Launig betonte Pauseback, im kommenden Jahr sei ein derartiges Mental-Trainingslager für die SBB-Fans gewiss nicht nötig. Denn dann werde die Mannschaft, die bereits komplett für die kommende Saison zugesagt habe, ja "sehr wahrscheinlich keine weiteren Niederlagen mehr einstecken" müssen. jwd
Turnshow in Vöhrum. Mehr als 400 Zuschauer sahen temporeiche Vorführungen von 200 aktiven Turnerinnen und Turnern des TSV Arminia Vöhrum , die einen Mix aus Tanz, Akrobatik, Geschmeidigkeit und choreografischen Darbietungen zeigten.
Als Turnoldies zeigten der ehemalige Bundesligaturner Jörg Niebuhr und Kollegen unter den Argusaugen ihres damaligen Trainers Werner Jaeschke, die hohe Turnkunst am Barren. Gleich darauf erhielt Werner Jaeschke vom Vorsitzenden des Turnkreises Peine, Hans Rothe, für sein jahrelanges Engagement im Verein die Ehrennadel in Gold überreicht.
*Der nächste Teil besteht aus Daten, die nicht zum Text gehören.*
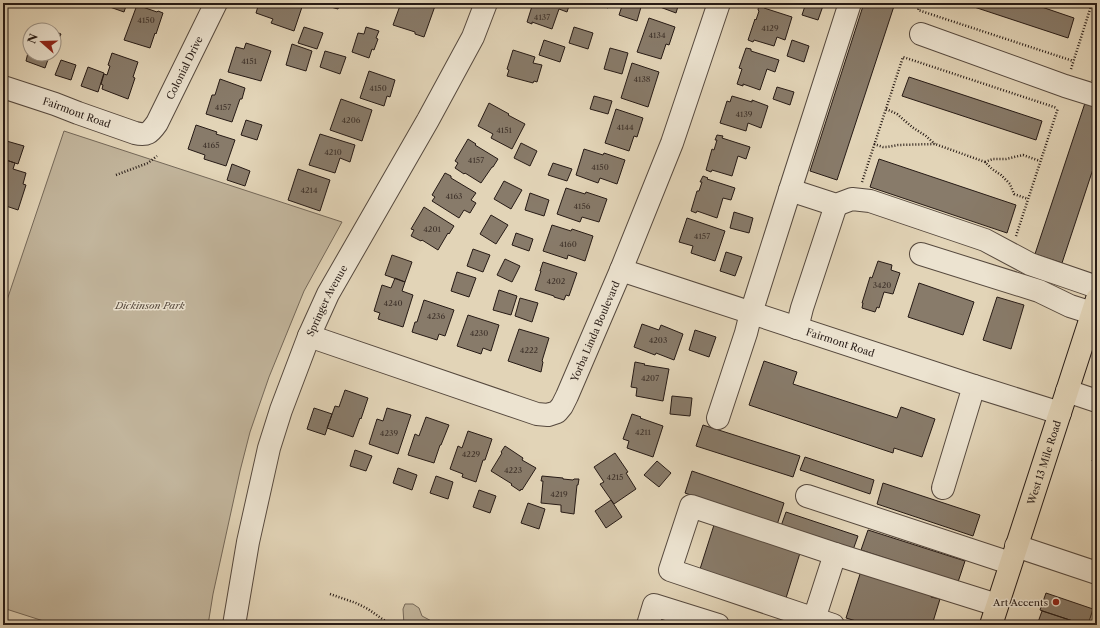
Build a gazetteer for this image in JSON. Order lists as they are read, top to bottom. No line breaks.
{"streets":{"main road":["West 13 Mile Road"],"street":["Colonial Drive","Fairmont Road","Springer Avenue","Yorba Linda Boulevard"]},"crossings":[["Colonial Drive","Fairmont Road"],["Fairmont Road","Yorba Linda Boulevard"],["Fairmont Road","West 13 Mile Road"],["Springer Avenue","Yorba Linda Boulevard"]],"parks":["Dickinson Park"],"places":["Art Accents"],"house_numbers":["4137","4150","4129","4134","4151","4138","4150","4157","4139","4206","4144","4151","4165","4210","4157","4150","4214","4163","4156","4201","4157","4160","4202","3420","4240","4236","4230","4203","4222","4207","4211","4239","4229","4223","4215","4219"],"north":"left"}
Die jüngsten Arminen bewiesen mit schwungvollen Übungen, dass Turnen nicht immer eine schweißtreibende Angelegenheit ist.
Früh übt sich, wer einmal eine große Turnerin werden will. Mit Hexenbesen und Turnelementen auf Papas Rücken oder Schulter verzauberte Johanna Niebuhr , mit ihren drei Jahren die jüngste Teilnehmerin, das Publikum.
Einmal ein Torero sein, die Sonne Italiens am Morgen genießen, mit Skigymnastik in Form kommen, oder lernen, wie man sich wirkungsvoll verteidigen kann, all das bekamen die Gäste geboten. Hip Hop, Jump-Stil oder Formationstanz, jede Tanzart hatte ihre Anhänger, die kräftig zur Musik klatschten. Zum Abschluss wurde es dunkel in der Halle der Berufsbildenden Schulen. Im Schwarzlicht , nur schemenhaft erkennbar, sprangen die Leistungsturnerinnen der Trainingsgemeinschaft Vöhrum/Stederdorf Saltos oder schlugen Räder und ließen ihre rotleuchtenden Anzüge mit den weißen Socken auf das Publikum wirken. Neongrün dagegen leuchteten die Seile der Rope Skipper bei den "nächtlichen" Sprüngen. Die Veranstaltung endete, wie sie begann mit dem Turntigertanz .
Hallen-Vizemeister. Lajos Levai (58, Peiner TC) kehrte mit einem zweiten Platz im Doppel von den deutschen Hallen-Tennismeisterschaften aus Essen zurück. Der PTC-Trainer verlor in der Altersklasse 55 mit seinem Partner Dan Nemes (DJK Holzbüttgen) erst im Finale gegen die an Nummer eins gesetzten Müller/Olinger (Bad Ems) mit 6:4, 3:6 und 6:7. Vorher setzten sie sich gegen Kampschulte/Quast und Kluge/Mager durch. Im Einzel gewann Levai sein Auftaktmatch gegen Willi Tscholl aus Holzbüttgen, verlor aber anschließend gegen Karl Müller.